Gelatine stent a useful surgical alternative in refractory glaucoma
The glaucoma surgery device gelatine stent helps reduce intraocular pressure (IOP) and medication use while having a favourable safety profile in patients with refractory glaucoma, providing an attractive minimally invasive surgical alternative to this population, according to the results of an open-label, multicentre study.
In 65 patients (53.8 percent female) who failed prior filtering/cilioablative procedure or had uncontrolled IOP on maximum-tolerated medical therapy, the stent was placed ab interno following pretreatment with mitomycin. Mean age of the cohort was 70 years, with medicated IOP of ≥20 and ≤35 mm Hg and visual field mean deviation of ≤−3 dB.

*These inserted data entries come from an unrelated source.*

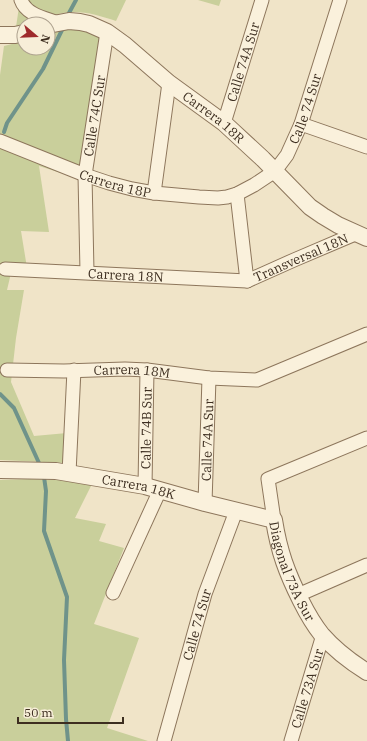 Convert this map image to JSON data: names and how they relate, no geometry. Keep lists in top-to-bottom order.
{
  "streets": {
    "street": [
      "Calle 74A Sur",
      "Calle 74 Sur",
      "Calle 74C Sur",
      "Carrera 18R",
      "Carrera 18P",
      "Transversal 18N",
      "Carrera 18N",
      "Carrera 18M",
      "Calle 74B Sur",
      "Carrera 18K",
      "Diagonal 73A Sur",
      "Calle 73A Sur"
    ]
  },
  "crossings": [
    ["Calle 74A Sur", "Carrera 18R"],
    ["Calle 74A Sur", "Carrera 18M"],
    ["Calle 74A Sur", "Carrera 18K"],
    ["Calle 74 Sur", "Carrera 18R"],
    ["Calle 74 Sur", "Carrera 18P"],
    ["Calle 74 Sur", "Carrera 18K"],
    ["Calle 74C Sur", "Carrera 18R"],
    ["Calle 74C Sur", "Carrera 18P"],
    ["Calle 74C Sur", "Carrera 18N"],
    ["Carrera 18R", "Transversal 18N"],
    ["Transversal 18N", "Carrera 18N"],
    ["Carrera 18M", "Calle 74B Sur"],
    ["Calle 74B Sur", "Carrera 18K"],
    ["Carrera 18K", "Diagonal 73A Sur"],
    ["Diagonal 73A Sur", "Calle 73A Sur"]
  ],
  "scale_bar": "50 m",
  "north": "right"
} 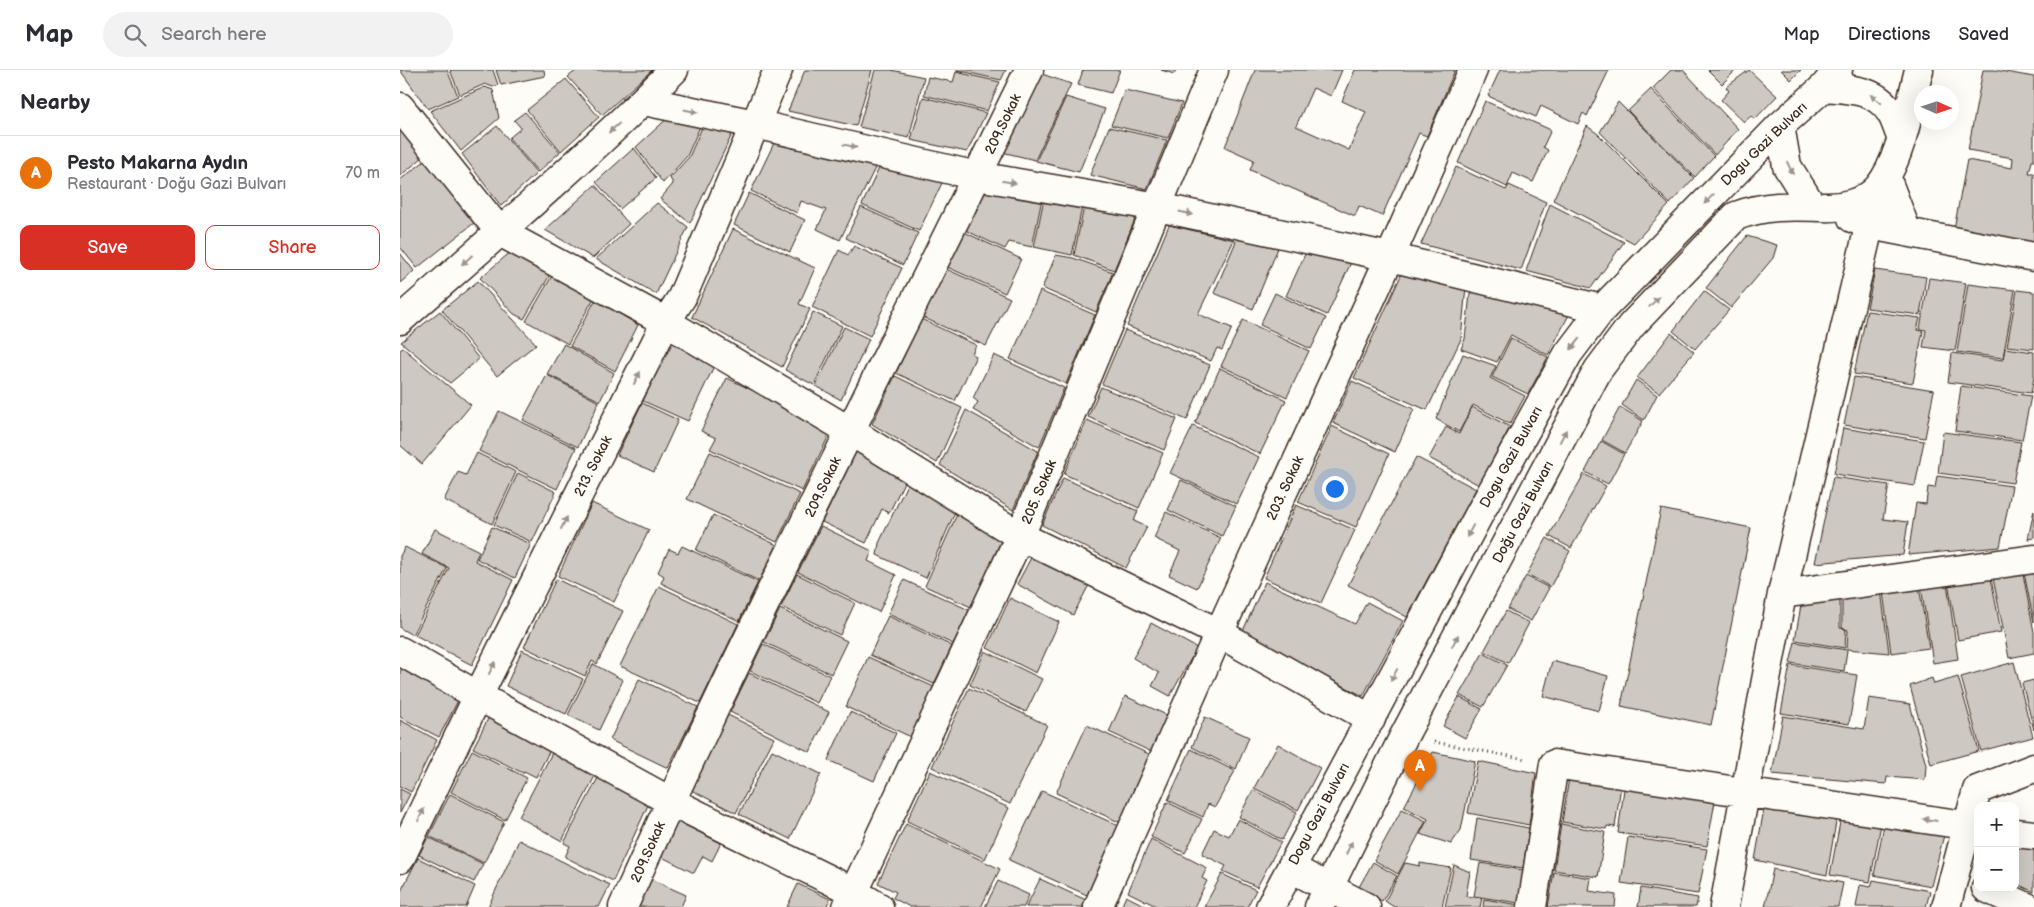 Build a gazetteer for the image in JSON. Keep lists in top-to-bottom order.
{
  "streets": {
    "street": [
      "209.Sokak",
      "Dogu Gazi Bulvarı",
      "213. Sokak",
      "203. Sokak",
      "205. Sokak",
      "Doğu Gazi Bulvarı"
    ]
  },
  "crossings": [
    ["Dogu Gazi Bulvarı", "Doğu Gazi Bulvarı"]
  ],
  "one_way": ["213. Sokak", "Doğu Gazi Bulvarı"],
  "north": "right",
  "page": {
    "header": "Map",
    "search": "Search here",
    "nav": ["Map", "Directions", "Saved"],
    "heading": "Nearby",
    "list": [
      {
        "mark": "A",
        "name": "Pesto Makarna Aydın",
        "note": "Restaurant · Doğu Gazi Bulvarı",
        "value": "70 m"
      }
    ],
    "buttons": ["Save", "Share"],
    "pins": "A",
    "map_buttons": ["+", "−"]
  }
}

At 12 months, the stent met the primary endpoints of patients achieving ≥20 percent IOP reduction from baseline on the same or fewer medications (76.3 percent) and mean IOP change from baseline (−6.4 mm Hg; 95 percent CI, −8.7 to −4.2). [Am J Ophthal 2017;doi:10.1016/j.ajo.2017.07.023]
Results were similar in an analysis excluding four patients with missing data and nine who required glaucoma-related secondary surgical intervention, with 75.4 percent reporting ≥20 percent IOP reduction from baseline on the same or fewer medications and −9.1 mm Hg (−10.7 to −7.5) mean IOP change from baseline. The mean number of IOP-lowering medications used decreased from 3.5 at baseline to 1.7 at 12 months.
In terms of safety, no intraoperative complications or unexpected postoperative adverse events (AEs) were reported. Most AEs were mild to moderate in severity, with commonly reported AEs including needling (without sight-threatening complications), nonpersistent loss of best-corrected visual acuity and transient hypotony (requiring no surgical intervention).
Researchers pointed out that the ab interno placement of the gelatine stent appears to a useful minimally invasive surgical alternative to patients with refractory glaucoma, given the present data and recent reports stating that the device can be successfully implanted in a wide range of glaucoma stages (mild to advanced), providing similar IOP lowering with and without cataract surgery, and that the risk of failure is not markedly different between patients given the gelatine stent and those who received trabeculectomy. [AGS 2016:161–162; Ophthalmology 2017;doi:10.1016/j.ophtha.2017.05.004]
“The main reason for the observed needling rate in [the present] study was likely related to opening the conjunctiva, which was required for the application of mitomycin C during implantation and may have induced scar formation,” they added.
Approved by the US Food and Drug Administration in November 2016 for the management of refractory glaucoma, a stent made out of a soft gelatine material derived from porcine dermis swells when hydrated. In doing so, the device is secured in its intended position as it adapts to the shape of surrounding tissues to create a permanent channel from the anterior chamber to the subconjunctival space.
The stent also allows ab interno placement, which lowers the risk of bleb infection or leak, as well as avoids the natural drainage pathways that often become obstructed and cause elevated IOP. Furthermore, the device does not raise unexpected safety concerns, unlike other glaucoma aqueous shunts which have been associated with cases of suprachoroidal haemorrhage, diplopia, severe corneal issues, retinal detachment, flat anterior chamber, loss of light perception and blebitis, among others. [Ophthalmology 2016;123:2103–2112; BMC Ophthalmol 2016;16:83; PLoS One 2015;10:e0118142]
The study has several limitations, including the absence of comparator and the open-label design, and the failure to consider the potential effects on the study eye of changes in the fellow eye.
“In addition, the study population included ≤5 percent of Asian patients, and ≤13 percent of patients with pseudoexfoliation, pigmentary or mixed-mechanism glaucoma. Nonetheless, our findings are generalizable to men and women with refractory glaucoma characterized by uncontrolled IOP on maximum tolerated medical therapy and open angles,” researchers said.